[Stored data entries]
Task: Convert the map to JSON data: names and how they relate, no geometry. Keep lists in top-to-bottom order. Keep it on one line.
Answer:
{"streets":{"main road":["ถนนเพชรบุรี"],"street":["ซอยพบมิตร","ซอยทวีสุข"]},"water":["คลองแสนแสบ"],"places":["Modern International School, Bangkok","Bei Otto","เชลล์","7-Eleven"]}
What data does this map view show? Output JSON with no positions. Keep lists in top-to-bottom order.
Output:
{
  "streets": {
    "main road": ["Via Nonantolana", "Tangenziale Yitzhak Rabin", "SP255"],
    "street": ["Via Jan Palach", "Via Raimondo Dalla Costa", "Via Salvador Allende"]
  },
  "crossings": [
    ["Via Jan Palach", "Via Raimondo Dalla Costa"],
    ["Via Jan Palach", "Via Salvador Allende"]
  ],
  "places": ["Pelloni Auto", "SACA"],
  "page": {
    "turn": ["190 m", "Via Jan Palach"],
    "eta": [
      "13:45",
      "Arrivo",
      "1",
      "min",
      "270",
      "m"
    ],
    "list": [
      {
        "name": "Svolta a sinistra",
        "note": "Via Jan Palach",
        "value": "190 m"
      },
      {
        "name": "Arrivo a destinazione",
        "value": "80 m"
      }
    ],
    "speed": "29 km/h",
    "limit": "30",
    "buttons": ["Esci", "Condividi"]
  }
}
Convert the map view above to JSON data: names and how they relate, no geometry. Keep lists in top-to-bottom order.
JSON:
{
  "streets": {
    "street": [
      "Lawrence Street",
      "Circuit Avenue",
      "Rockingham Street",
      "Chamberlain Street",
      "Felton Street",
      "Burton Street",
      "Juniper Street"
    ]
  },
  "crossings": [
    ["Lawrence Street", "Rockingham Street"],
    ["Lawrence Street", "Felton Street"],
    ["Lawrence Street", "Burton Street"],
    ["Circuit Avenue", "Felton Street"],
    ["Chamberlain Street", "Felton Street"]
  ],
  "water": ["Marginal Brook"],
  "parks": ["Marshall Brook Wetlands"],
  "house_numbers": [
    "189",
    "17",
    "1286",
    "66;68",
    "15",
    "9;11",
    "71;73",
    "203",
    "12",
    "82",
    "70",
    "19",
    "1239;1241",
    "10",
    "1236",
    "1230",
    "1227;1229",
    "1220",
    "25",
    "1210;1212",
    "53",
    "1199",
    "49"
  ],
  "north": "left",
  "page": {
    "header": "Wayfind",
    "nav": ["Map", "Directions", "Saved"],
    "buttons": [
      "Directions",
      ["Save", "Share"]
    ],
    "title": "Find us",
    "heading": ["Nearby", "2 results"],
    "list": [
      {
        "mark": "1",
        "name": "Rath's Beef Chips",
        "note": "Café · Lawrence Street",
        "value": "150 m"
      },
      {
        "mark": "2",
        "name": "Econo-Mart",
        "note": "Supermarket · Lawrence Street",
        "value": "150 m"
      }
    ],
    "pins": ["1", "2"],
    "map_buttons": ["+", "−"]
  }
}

## What is being asked
Output exactly the lines of the records from the first through the one bearing "What data does", both ends included.

## The completed task
Task: Convert the map to JSON data: names and how they relate, no geometry. Keep lists in top-to-bottom order. Keep it on one line.
Answer:
{"streets":{"main road":["ถนนเพชรบุรี"],"street":["ซอยพบมิตร","ซอยทวีสุข"]},"water":["คลองแสนแสบ"],"places":["Modern International School, Bangkok","Bei Otto","เชลล์","7-Eleven"]}
What data does this map view show? Output JSON with no positions. Keep lists in top-to-bottom order.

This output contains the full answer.